_Goal of the exercise:_ Below are the records; pull every line that includes "song".

*** Given data ***

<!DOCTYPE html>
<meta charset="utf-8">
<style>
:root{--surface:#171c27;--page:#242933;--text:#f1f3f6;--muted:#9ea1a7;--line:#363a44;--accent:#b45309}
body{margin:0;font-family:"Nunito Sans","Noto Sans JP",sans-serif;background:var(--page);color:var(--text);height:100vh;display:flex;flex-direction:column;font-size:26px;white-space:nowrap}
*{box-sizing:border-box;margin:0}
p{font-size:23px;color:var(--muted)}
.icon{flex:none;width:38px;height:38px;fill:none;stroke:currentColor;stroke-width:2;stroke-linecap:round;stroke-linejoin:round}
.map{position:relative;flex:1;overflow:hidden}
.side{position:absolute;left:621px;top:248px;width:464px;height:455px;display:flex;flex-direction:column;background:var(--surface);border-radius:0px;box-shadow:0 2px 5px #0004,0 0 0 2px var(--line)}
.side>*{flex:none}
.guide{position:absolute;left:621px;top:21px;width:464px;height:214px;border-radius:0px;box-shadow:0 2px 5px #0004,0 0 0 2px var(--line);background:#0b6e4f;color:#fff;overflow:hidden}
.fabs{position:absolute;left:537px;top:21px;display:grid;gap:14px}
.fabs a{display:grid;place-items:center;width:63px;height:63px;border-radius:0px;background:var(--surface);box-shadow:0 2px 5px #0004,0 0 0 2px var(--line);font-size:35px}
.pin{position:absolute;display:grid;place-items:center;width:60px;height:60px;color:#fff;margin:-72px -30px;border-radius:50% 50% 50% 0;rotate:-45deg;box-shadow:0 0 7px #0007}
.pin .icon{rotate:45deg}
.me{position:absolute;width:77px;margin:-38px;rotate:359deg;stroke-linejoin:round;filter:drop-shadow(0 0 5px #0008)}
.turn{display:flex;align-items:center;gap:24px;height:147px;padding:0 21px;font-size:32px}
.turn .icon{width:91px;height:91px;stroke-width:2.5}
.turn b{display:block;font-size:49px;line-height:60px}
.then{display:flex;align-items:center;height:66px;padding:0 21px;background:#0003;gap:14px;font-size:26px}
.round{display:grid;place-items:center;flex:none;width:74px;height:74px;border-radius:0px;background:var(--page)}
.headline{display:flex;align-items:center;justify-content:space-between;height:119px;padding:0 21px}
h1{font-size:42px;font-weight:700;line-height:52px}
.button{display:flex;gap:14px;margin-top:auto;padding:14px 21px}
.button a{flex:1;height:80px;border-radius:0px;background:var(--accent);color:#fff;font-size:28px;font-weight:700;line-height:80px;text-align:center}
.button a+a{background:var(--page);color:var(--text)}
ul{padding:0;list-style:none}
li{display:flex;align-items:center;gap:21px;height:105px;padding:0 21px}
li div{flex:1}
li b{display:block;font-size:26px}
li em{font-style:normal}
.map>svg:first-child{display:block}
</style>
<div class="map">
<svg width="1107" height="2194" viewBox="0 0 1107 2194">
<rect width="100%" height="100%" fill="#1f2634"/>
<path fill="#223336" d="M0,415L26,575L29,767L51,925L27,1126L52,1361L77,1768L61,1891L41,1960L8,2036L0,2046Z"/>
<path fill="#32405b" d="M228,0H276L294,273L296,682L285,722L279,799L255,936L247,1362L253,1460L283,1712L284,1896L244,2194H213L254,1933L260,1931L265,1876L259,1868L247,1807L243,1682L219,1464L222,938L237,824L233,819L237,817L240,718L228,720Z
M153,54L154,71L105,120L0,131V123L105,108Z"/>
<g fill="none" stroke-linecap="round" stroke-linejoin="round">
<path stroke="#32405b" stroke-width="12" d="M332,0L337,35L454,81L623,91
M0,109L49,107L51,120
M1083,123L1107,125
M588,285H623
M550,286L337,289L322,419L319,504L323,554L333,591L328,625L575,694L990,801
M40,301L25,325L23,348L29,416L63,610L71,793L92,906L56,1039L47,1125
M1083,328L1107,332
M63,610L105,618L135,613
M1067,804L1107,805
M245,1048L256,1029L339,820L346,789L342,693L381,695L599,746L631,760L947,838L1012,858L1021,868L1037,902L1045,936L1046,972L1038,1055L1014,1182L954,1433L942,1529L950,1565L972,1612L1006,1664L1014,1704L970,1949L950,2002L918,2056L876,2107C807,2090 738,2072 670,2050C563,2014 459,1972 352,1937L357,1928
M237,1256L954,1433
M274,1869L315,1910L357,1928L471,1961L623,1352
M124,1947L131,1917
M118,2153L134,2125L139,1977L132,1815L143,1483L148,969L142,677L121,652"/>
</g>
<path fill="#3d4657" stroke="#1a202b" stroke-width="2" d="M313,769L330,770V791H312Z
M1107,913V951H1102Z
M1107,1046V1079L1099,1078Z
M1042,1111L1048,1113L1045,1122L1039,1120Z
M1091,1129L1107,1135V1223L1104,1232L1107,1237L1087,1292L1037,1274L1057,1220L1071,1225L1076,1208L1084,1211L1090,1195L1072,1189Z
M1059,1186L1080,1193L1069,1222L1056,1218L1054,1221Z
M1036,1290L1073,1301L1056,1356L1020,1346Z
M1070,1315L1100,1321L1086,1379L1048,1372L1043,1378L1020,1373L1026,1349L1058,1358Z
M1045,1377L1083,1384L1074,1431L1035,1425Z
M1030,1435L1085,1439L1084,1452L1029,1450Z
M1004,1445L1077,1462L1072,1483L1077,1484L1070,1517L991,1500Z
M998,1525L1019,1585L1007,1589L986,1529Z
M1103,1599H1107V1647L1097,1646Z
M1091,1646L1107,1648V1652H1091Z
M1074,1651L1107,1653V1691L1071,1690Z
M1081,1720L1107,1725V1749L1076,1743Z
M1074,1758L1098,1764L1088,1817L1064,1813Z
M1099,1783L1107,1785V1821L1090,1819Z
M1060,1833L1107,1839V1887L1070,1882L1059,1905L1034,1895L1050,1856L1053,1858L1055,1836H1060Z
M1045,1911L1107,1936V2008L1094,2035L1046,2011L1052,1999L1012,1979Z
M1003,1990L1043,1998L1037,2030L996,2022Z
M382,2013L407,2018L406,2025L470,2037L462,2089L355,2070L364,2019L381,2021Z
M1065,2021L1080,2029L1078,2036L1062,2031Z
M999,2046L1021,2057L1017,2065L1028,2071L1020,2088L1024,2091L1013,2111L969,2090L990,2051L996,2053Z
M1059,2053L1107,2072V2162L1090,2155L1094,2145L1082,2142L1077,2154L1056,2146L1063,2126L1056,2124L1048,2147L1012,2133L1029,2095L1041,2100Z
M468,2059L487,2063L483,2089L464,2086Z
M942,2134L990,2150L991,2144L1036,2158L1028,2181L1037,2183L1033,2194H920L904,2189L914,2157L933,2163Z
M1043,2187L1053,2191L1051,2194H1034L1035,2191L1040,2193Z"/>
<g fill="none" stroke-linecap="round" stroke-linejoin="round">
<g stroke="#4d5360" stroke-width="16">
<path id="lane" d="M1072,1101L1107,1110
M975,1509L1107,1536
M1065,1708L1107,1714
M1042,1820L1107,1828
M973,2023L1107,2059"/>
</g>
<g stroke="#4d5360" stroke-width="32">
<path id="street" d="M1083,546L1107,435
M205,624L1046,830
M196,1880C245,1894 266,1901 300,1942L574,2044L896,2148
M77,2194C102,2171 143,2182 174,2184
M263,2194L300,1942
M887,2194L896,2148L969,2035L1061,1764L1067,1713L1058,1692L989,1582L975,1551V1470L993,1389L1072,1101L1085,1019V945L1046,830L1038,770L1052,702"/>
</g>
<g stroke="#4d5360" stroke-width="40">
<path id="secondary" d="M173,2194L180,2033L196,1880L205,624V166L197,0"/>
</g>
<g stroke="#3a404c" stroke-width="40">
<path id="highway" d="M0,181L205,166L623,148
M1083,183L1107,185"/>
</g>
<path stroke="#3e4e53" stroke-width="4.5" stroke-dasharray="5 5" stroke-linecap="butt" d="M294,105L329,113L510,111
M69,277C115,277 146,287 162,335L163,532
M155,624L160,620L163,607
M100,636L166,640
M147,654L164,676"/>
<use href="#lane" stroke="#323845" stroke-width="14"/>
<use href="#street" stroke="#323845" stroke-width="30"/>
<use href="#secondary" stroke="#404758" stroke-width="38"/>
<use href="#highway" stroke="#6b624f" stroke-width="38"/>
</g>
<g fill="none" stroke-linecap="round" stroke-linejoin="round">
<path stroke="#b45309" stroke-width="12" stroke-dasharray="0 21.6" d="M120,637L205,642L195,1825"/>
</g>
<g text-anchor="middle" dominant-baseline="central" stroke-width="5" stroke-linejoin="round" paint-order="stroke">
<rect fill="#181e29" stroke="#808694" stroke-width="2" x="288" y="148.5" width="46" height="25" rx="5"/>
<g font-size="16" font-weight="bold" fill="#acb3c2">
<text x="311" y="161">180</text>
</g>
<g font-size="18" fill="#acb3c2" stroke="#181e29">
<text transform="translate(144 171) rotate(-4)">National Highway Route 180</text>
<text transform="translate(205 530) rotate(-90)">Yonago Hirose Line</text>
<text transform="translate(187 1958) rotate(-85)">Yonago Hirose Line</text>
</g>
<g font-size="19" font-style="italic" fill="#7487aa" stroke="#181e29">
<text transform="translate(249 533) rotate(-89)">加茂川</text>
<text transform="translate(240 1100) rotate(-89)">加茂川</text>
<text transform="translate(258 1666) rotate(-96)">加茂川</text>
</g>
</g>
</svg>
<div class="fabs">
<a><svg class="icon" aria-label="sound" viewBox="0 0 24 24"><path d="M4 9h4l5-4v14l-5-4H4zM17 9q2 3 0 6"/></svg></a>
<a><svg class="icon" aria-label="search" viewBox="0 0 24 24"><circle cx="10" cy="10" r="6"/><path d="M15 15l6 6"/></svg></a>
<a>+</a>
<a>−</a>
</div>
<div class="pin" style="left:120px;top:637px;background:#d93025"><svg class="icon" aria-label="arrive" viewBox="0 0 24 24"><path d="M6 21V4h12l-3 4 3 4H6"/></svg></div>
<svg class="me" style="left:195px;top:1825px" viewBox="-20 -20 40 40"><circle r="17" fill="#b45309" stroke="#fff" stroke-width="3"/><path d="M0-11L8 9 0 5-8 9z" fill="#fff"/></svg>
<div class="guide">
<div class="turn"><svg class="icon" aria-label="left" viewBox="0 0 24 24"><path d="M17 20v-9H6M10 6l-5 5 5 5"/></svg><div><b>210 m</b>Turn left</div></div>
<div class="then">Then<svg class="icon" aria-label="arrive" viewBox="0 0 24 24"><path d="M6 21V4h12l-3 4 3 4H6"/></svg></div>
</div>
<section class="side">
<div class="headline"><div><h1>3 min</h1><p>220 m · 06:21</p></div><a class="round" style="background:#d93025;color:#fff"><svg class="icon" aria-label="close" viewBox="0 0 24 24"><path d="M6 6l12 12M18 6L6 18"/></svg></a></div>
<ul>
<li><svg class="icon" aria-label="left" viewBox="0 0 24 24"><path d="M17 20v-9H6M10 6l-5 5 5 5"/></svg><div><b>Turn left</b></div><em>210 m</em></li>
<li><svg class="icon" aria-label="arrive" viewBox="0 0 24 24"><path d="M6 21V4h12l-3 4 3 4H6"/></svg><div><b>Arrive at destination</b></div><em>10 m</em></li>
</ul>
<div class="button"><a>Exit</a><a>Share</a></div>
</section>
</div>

*** End of Given data ***
*** Given data ***

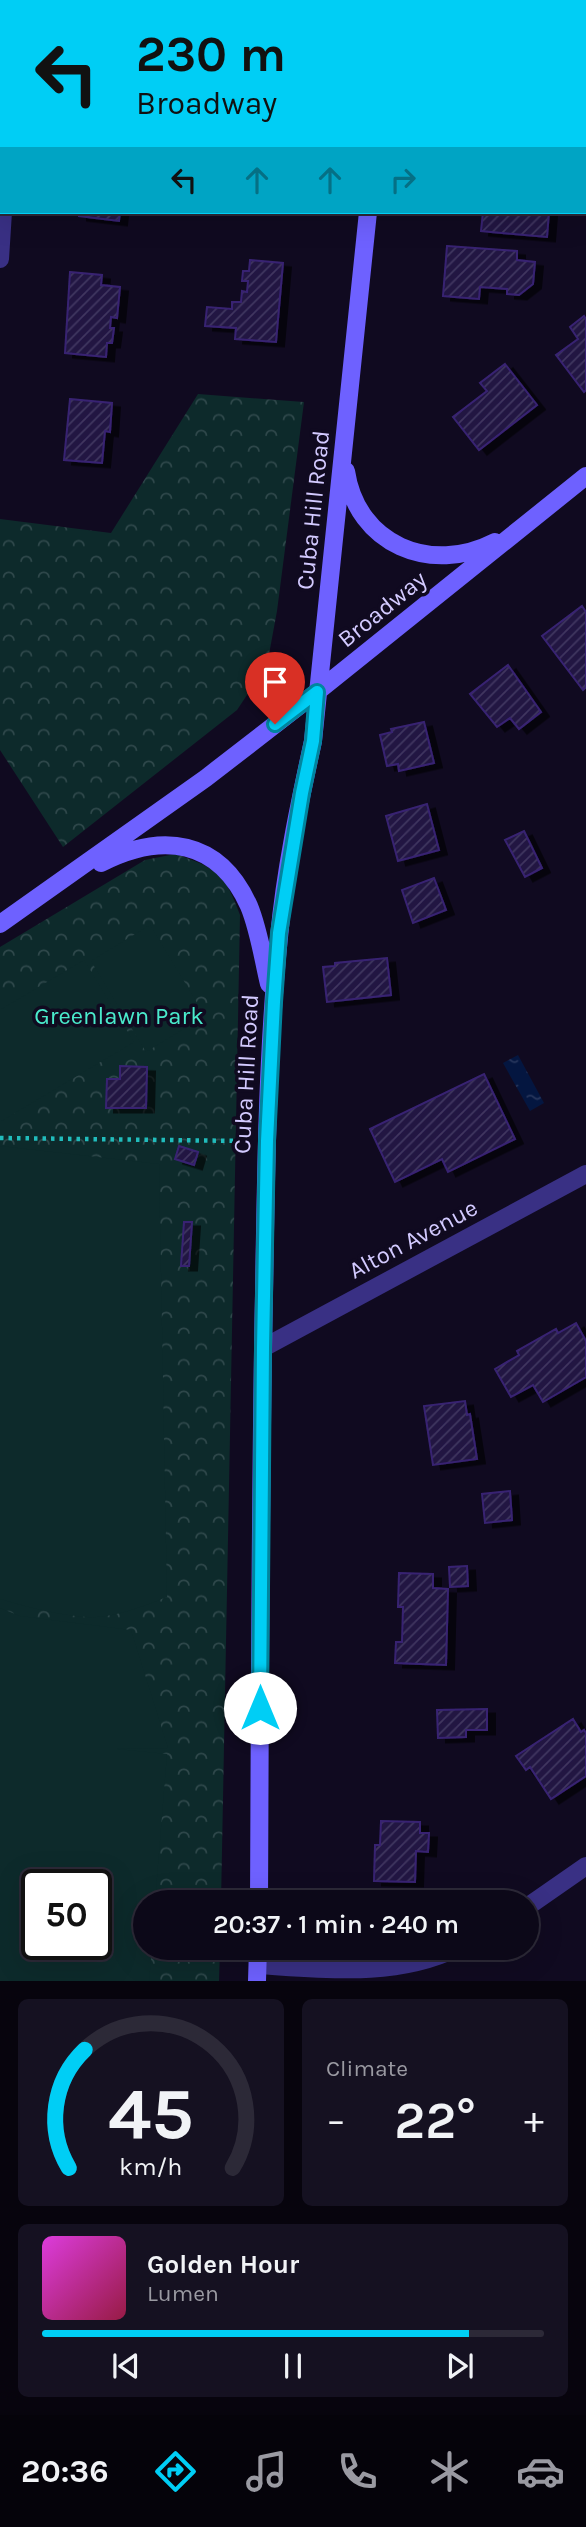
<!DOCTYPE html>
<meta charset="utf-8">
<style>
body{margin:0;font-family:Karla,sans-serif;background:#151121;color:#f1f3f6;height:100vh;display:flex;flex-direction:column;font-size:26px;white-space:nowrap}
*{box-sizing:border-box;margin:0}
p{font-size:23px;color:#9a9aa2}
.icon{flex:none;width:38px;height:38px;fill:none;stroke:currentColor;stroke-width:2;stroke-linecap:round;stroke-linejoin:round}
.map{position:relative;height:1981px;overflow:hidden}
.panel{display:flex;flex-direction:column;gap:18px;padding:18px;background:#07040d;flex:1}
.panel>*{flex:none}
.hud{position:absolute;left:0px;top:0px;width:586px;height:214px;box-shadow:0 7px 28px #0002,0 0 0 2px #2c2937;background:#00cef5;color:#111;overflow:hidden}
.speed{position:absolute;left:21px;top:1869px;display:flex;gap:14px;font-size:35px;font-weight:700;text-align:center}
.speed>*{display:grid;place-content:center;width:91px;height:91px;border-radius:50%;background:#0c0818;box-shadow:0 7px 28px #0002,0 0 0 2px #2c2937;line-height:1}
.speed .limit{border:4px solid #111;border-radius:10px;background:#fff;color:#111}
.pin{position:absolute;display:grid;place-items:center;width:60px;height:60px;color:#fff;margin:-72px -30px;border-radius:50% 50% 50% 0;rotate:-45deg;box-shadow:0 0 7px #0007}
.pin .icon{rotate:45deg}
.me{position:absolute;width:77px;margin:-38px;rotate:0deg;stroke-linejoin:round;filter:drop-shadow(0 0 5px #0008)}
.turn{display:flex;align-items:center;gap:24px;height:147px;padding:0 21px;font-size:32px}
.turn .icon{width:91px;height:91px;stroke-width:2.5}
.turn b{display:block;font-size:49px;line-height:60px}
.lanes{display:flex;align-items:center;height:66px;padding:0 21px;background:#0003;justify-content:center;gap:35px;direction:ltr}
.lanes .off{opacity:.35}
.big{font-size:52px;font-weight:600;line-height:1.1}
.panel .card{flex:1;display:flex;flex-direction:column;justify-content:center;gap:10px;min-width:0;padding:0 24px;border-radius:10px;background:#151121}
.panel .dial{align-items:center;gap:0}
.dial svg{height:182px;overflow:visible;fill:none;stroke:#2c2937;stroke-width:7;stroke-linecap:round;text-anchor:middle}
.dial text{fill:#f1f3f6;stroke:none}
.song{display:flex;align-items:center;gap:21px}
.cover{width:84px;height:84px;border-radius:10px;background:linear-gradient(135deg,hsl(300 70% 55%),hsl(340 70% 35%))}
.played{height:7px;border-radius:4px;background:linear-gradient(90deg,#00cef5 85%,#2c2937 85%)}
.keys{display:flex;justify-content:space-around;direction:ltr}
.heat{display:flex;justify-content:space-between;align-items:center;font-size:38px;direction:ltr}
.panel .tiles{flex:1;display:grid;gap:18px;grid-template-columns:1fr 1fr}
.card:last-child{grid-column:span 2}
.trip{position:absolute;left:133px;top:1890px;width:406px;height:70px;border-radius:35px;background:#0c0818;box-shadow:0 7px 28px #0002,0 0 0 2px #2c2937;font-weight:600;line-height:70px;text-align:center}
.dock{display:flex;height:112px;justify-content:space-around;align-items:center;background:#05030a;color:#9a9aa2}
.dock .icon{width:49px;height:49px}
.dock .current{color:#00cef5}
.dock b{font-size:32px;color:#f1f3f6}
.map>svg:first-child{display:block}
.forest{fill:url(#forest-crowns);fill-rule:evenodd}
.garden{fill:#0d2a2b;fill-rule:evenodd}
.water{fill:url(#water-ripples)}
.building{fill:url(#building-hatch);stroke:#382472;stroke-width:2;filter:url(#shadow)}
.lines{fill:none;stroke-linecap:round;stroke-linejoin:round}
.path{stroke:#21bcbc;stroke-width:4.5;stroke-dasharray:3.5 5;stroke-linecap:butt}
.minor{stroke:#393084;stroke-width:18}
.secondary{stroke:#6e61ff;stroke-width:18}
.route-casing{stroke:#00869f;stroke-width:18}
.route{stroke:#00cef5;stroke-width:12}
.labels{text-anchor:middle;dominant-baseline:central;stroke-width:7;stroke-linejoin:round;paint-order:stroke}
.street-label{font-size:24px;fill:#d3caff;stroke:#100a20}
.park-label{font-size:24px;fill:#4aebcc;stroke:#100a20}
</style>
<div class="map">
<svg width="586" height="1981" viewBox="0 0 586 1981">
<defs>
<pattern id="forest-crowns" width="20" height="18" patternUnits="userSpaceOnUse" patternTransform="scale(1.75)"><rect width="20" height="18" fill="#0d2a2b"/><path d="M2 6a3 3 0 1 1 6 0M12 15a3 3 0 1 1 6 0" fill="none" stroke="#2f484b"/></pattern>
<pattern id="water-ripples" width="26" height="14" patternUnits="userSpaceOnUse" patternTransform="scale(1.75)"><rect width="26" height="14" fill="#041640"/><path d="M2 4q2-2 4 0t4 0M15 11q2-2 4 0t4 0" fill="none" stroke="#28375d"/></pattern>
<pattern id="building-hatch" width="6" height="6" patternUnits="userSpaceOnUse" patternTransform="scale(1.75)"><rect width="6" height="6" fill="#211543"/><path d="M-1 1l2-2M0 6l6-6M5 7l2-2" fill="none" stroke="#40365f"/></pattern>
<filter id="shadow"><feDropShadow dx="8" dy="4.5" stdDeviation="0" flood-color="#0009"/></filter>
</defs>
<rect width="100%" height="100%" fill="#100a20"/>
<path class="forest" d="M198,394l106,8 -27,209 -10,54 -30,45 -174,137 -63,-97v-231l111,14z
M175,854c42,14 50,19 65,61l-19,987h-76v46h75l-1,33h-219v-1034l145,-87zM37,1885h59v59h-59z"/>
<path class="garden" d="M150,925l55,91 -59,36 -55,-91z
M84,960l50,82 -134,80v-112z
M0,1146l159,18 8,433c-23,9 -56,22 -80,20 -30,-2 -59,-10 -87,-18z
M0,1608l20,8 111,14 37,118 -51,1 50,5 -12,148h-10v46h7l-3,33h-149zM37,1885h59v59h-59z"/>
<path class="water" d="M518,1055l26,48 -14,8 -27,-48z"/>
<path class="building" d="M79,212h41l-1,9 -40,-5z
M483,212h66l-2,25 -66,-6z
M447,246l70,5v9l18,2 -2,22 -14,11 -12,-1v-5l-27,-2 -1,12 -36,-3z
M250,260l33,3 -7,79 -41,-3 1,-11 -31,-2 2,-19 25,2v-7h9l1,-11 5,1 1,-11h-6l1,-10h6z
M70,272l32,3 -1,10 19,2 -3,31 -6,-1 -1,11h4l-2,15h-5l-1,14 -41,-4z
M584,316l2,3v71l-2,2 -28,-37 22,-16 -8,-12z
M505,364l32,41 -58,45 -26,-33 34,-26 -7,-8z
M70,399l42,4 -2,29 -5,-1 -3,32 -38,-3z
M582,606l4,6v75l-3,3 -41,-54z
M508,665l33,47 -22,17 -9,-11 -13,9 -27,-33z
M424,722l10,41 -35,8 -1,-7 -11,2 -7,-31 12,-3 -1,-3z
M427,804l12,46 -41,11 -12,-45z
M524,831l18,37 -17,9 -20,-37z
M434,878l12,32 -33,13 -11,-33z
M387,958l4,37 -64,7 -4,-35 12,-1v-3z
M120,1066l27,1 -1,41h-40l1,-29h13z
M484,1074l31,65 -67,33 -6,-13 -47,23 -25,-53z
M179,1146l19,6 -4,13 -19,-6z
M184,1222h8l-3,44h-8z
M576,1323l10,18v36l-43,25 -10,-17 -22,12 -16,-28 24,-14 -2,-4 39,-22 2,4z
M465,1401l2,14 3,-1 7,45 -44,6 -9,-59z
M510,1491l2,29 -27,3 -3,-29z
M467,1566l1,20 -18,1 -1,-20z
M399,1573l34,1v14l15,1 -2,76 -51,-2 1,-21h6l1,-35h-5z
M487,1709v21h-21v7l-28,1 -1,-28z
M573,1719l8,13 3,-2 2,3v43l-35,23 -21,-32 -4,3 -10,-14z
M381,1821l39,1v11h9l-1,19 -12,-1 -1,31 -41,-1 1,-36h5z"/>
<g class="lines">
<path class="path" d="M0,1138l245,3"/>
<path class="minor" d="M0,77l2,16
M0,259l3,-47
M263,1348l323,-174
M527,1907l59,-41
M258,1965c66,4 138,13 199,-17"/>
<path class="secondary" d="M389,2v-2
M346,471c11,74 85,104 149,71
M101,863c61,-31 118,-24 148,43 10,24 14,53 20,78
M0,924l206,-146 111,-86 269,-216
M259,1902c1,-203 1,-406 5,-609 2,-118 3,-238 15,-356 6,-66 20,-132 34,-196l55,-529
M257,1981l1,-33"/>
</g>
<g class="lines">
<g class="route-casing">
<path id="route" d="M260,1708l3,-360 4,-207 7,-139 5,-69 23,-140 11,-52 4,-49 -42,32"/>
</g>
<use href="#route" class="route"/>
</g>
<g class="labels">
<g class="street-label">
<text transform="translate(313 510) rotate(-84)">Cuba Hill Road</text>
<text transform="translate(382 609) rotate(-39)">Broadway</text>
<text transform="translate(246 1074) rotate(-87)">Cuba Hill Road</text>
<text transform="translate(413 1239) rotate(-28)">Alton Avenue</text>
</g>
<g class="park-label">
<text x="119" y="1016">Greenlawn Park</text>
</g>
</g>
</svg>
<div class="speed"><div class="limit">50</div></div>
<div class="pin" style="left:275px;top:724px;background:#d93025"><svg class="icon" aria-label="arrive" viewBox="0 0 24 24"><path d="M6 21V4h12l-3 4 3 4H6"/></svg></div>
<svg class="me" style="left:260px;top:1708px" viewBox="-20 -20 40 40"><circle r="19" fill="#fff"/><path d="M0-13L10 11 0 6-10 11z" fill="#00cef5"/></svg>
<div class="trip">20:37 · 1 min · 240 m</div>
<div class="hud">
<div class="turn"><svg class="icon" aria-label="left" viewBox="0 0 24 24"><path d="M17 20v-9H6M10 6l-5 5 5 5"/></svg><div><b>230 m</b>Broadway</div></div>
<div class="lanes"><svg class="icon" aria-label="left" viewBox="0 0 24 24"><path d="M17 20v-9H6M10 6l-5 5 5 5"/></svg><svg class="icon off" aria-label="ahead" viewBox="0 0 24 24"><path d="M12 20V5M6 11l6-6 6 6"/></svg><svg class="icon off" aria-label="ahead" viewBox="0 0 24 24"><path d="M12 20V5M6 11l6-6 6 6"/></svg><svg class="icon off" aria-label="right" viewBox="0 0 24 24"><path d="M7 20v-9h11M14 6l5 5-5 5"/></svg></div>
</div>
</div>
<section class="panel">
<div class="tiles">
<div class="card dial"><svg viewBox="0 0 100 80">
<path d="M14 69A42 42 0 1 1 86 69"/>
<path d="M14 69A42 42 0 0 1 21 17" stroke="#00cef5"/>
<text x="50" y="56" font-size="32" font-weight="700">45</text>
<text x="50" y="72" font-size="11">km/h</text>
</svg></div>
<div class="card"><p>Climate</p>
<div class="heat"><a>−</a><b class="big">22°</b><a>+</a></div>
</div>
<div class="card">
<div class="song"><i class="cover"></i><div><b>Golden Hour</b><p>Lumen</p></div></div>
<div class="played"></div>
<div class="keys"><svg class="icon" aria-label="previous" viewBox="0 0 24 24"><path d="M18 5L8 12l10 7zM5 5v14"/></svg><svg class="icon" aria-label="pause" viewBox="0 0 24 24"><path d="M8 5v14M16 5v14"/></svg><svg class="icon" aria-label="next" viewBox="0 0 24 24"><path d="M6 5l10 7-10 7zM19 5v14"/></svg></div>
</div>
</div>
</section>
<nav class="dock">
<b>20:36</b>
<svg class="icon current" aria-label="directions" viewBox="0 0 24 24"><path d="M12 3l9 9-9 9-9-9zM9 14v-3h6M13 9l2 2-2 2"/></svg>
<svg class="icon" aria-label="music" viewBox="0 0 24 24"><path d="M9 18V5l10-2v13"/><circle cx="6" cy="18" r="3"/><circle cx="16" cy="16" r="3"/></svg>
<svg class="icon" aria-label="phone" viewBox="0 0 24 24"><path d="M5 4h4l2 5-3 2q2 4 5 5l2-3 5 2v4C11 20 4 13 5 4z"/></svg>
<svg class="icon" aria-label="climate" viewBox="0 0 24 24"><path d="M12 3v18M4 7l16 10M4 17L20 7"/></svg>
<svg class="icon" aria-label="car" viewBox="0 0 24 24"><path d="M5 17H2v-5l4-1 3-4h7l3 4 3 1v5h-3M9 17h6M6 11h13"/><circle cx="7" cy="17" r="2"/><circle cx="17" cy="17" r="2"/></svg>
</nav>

*** End of Given data ***

_Solution to the exercise:_
.song{display:flex;align-items:center;gap:21px}
<div class="song"><i class="cover"></i><div><b>Golden Hour</b><p>Lumen</p></div></div>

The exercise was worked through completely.